Expressing Identity

Finding Balance: Honouring Tradition, Celebrating Partnership, and Embracing the Future

February 2019

Jessica Winters

My name is Jessica Winters and I am from Makkovik, Labrador. In 1959, my grandmother Nellie Winters was relocated south from her home in Nutak to the settler community of Makkovik with her three youngest, and that is how I came to be a Makkovimiuk. I am in my final semester of my undergraduate degree in Biology of Ecology and Conservation at Memorial University of Newfoundland, with a minor in Archaeology. I left my little Inuit community of Makkovik at the age of 17, not exactly sure of what to do at Memorial. After 2 years of exploring the university world, which was so vastly different from what I previously knew, I finally settled on Biology.
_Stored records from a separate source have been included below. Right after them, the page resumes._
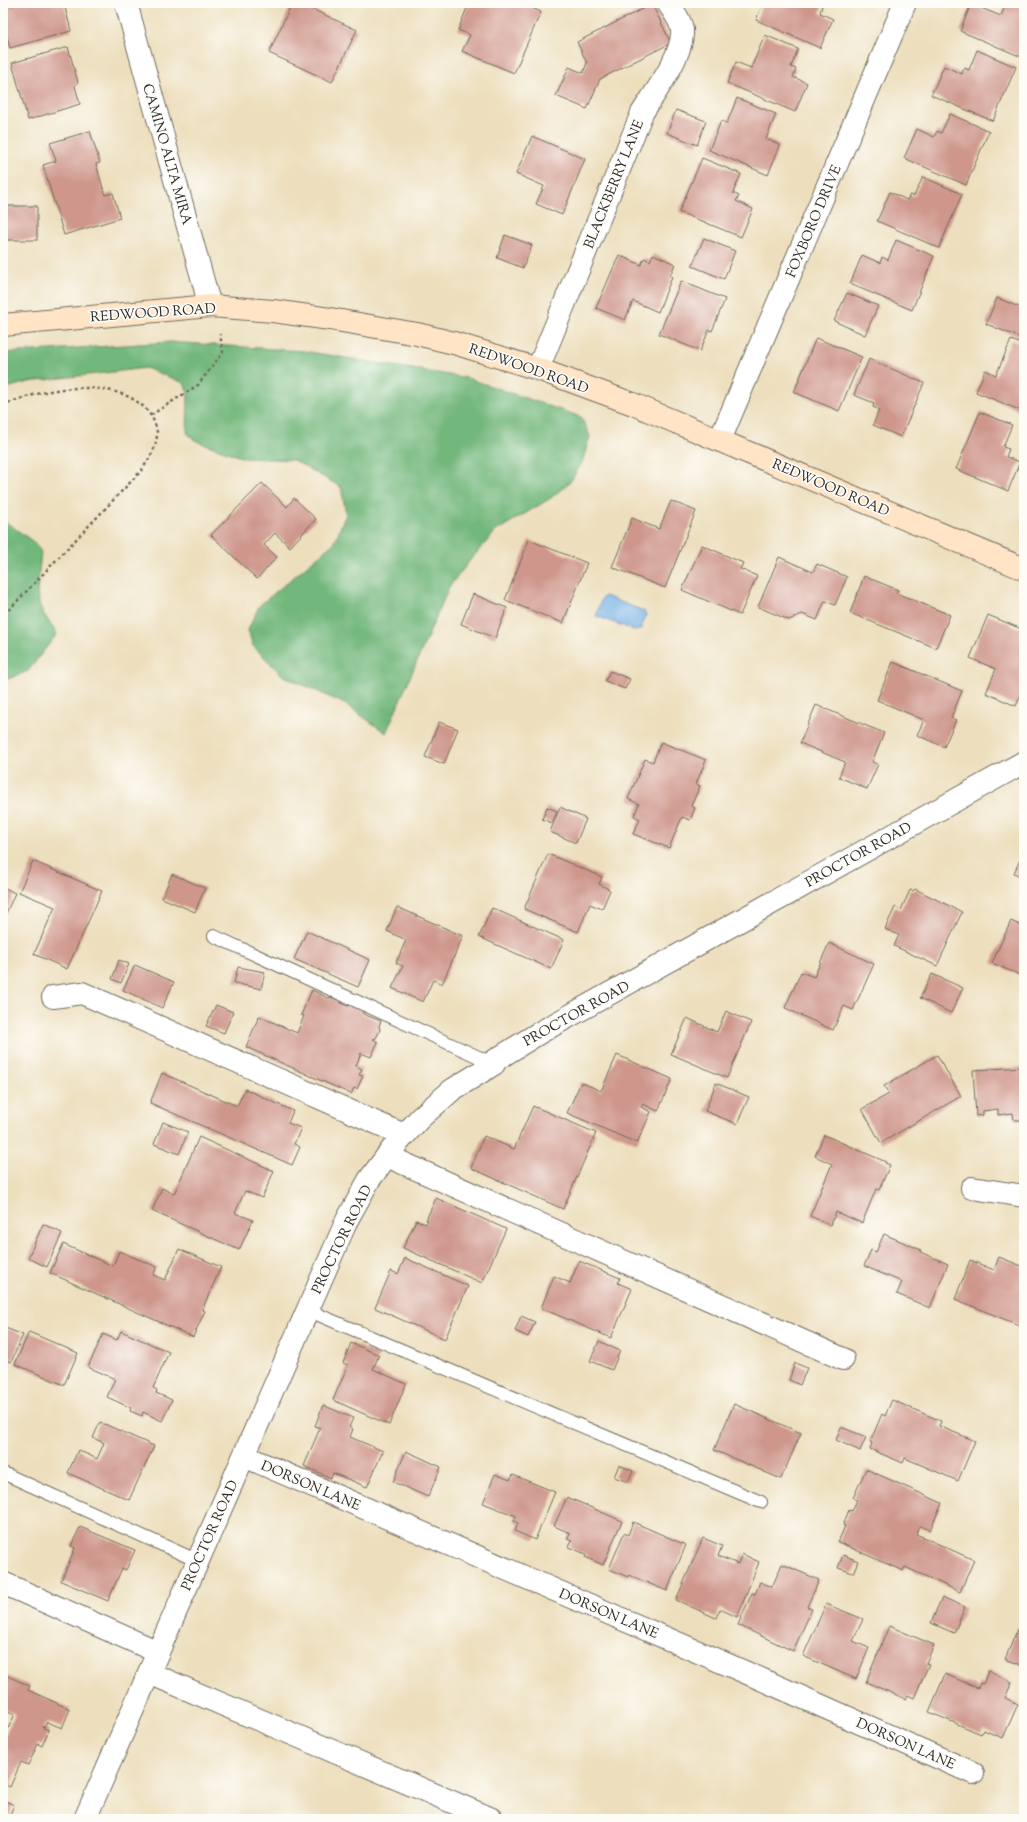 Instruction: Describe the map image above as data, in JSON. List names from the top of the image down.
{
  "streets": {
    "main road": ["REDWOOD ROAD"],
    "street": [
      "CAMINO ALTA MIRA",
      "BLACKBERRY LANE",
      "FOXBORO DRIVE",
      "PROCTOR ROAD",
      "DORSON LANE"
    ]
  },
  "crossings": [
    ["CAMINO ALTA MIRA", "REDWOOD ROAD"],
    ["BLACKBERRY LANE", "REDWOOD ROAD"],
    ["FOXBORO DRIVE", "REDWOOD ROAD"],
    ["PROCTOR ROAD", "DORSON LANE"]
  ]
}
Given that a healthy ecosystem has been and continues to be so important to my family and I, it was a surprise that it took me so long to settle in this field. Through my “exploration” years (as I like to call them), I also took a few archaeology courses, and became increasingly interested in the process of land/resource development on Indigenous lands. All the while, my free time between labs and papers was spent making art, an ability I inherited from my mother, grandmother, and many aunts, uncles and cousins. My interest in art and craft has existed my entire life because I was absolutely immersed in it as a child. Our living room was and still is my mom’s craft room where she spends most of her time outside of work sewing everything from atigait to slippers. My grandma has been sewing and craft-making her entire life; she is well known for her embroidery & Inuk dolls, and even held a booth at the 1976 Winter Olympics in Montreal. Some of my favorite memories with my gram involve going to her house during Christmas and making homemade Christmas decorations from her huge collection of crafts; she always has the best ideas.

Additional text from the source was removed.